──────── The input ────────

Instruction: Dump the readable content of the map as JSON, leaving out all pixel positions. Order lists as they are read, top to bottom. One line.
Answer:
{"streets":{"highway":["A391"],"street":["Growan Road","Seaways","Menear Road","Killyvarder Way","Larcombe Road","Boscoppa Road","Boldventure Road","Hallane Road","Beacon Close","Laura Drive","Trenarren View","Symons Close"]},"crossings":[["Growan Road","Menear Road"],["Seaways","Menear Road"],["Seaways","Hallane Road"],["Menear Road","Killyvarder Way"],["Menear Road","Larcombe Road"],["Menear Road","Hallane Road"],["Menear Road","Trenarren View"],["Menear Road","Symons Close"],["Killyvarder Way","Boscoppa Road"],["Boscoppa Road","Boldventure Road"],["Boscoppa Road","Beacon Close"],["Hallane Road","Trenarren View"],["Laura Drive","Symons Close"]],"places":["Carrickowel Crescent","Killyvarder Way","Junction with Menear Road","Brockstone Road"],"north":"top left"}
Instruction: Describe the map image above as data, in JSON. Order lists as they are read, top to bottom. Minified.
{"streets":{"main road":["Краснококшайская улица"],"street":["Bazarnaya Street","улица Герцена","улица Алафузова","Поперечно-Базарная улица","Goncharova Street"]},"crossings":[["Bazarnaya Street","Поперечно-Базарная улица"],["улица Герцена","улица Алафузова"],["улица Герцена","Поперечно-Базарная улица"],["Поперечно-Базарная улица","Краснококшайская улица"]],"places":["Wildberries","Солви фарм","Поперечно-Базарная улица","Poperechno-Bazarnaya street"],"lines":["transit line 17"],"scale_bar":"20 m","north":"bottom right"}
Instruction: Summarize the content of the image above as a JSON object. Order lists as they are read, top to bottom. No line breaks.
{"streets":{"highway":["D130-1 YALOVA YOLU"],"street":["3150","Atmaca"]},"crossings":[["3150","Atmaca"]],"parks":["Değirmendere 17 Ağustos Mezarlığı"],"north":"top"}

────────

**Task objective**: Please copy each line above exactly as written.

**Output below**:
Instruction: Dump the readable content of the map as JSON, leaving out all pixel positions. Order lists as they are read, top to bottom. One line.
Answer:
{"streets":{"highway":["A391"],"street":["Growan Road","Seaways","Menear Road","Killyvarder Way","Larcombe Road","Boscoppa Road","Boldventure Road","Hallane Road","Beacon Close","Laura Drive","Trenarren View","Symons Close"]},"crossings":[["Growan Road","Menear Road"],["Seaways","Menear Road"],["Seaways","Hallane Road"],["Menear Road","Killyvarder Way"],["Menear Road","Larcombe Road"],["Menear Road","Hallane Road"],["Menear Road","Trenarren View"],["Menear Road","Symons Close"],["Killyvarder Way","Boscoppa Road"],["Boscoppa Road","Boldventure Road"],["Boscoppa Road","Beacon Close"],["Hallane Road","Trenarren View"],["Laura Drive","Symons Close"]],"places":["Carrickowel Crescent","Killyvarder Way","Junction with Menear Road","Brockstone Road"],"north":"top left"}
Instruction: Describe the map image above as data, in JSON. Order lists as they are read, top to bottom. Minified.
{"streets":{"main road":["Краснококшайская улица"],"street":["Bazarnaya Street","улица Герцена","улица Алафузова","Поперечно-Базарная улица","Goncharova Street"]},"crossings":[["Bazarnaya Street","Поперечно-Базарная улица"],["улица Герцена","улица Алафузова"],["улица Герцена","Поперечно-Базарная улица"],["Поперечно-Базарная улица","Краснококшайская улица"]],"places":["Wildberries","Солви фарм","Поперечно-Базарная улица","Poperechno-Bazarnaya street"],"lines":["transit line 17"],"scale_bar":"20 m","north":"bottom right"}
Instruction: Summarize the content of the image above as a JSON object. Order lists as they are read, top to bottom. No line breaks.
{"streets":{"highway":["D130-1 YALOVA YOLU"],"street":["3150","Atmaca"]},"crossings":[["3150","Atmaca"]],"parks":["Değirmendere 17 Ağustos Mezarlığı"],"north":"top"}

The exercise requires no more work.